*Directions*:
Copy every line of the entries that has the string "health" in it.

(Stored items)
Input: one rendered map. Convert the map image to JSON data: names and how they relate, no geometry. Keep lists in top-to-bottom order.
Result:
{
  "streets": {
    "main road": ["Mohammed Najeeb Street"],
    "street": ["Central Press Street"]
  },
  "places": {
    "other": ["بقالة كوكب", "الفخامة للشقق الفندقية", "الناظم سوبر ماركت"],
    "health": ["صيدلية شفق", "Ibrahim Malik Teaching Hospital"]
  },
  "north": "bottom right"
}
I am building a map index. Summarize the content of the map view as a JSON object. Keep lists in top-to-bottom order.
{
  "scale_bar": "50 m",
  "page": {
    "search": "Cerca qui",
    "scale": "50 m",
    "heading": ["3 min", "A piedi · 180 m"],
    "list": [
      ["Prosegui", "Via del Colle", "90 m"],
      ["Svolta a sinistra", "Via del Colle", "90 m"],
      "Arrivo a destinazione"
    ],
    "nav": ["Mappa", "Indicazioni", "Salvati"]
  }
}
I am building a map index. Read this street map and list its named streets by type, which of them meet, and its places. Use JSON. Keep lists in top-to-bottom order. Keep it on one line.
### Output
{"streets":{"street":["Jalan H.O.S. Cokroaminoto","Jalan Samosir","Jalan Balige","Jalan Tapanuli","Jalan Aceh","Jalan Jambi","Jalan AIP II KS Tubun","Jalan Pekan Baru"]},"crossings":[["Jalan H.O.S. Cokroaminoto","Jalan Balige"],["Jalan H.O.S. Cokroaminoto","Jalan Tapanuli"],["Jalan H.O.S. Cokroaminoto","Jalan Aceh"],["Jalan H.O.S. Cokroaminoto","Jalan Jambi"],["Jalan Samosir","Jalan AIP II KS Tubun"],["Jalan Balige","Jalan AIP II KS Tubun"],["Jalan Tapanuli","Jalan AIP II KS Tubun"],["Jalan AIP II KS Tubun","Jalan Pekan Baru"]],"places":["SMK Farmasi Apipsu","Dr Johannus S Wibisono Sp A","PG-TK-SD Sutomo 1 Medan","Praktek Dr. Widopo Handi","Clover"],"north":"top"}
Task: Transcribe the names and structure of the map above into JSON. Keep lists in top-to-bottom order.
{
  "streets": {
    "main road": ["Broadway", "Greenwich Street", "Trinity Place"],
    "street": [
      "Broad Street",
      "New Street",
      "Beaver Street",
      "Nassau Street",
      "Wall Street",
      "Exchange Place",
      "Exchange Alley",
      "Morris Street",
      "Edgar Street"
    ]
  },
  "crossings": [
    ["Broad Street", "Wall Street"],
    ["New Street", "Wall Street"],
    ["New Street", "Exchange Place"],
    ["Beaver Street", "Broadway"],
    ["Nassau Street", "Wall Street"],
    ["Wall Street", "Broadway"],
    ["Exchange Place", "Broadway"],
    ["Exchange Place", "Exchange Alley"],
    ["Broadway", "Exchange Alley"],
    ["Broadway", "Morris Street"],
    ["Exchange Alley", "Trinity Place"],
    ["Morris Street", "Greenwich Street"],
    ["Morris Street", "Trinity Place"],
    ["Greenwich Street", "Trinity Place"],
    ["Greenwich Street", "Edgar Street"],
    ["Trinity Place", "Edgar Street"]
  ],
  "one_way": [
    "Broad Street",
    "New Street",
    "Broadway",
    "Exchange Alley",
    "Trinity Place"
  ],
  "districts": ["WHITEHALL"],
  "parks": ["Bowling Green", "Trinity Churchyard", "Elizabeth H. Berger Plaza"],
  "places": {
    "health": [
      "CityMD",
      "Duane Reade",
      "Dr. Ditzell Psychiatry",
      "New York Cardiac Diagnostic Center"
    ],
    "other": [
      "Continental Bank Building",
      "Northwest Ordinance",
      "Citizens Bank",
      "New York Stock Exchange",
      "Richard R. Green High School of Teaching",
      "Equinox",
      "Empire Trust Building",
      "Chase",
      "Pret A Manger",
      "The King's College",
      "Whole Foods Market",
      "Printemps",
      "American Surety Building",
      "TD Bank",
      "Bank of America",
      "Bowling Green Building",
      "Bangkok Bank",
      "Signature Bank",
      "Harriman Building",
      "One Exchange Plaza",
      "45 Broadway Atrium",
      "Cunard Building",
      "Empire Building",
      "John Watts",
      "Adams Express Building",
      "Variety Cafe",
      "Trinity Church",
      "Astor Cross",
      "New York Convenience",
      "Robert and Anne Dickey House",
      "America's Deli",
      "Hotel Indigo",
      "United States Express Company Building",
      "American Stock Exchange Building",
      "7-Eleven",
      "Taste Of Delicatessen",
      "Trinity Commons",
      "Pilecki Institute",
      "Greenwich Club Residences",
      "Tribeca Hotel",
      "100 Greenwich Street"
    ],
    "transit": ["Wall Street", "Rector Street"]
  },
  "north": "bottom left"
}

*Your response*:
    "health": ["صيدلية شفق", "Ibrahim Malik Teaching Hospital"]
    "health": [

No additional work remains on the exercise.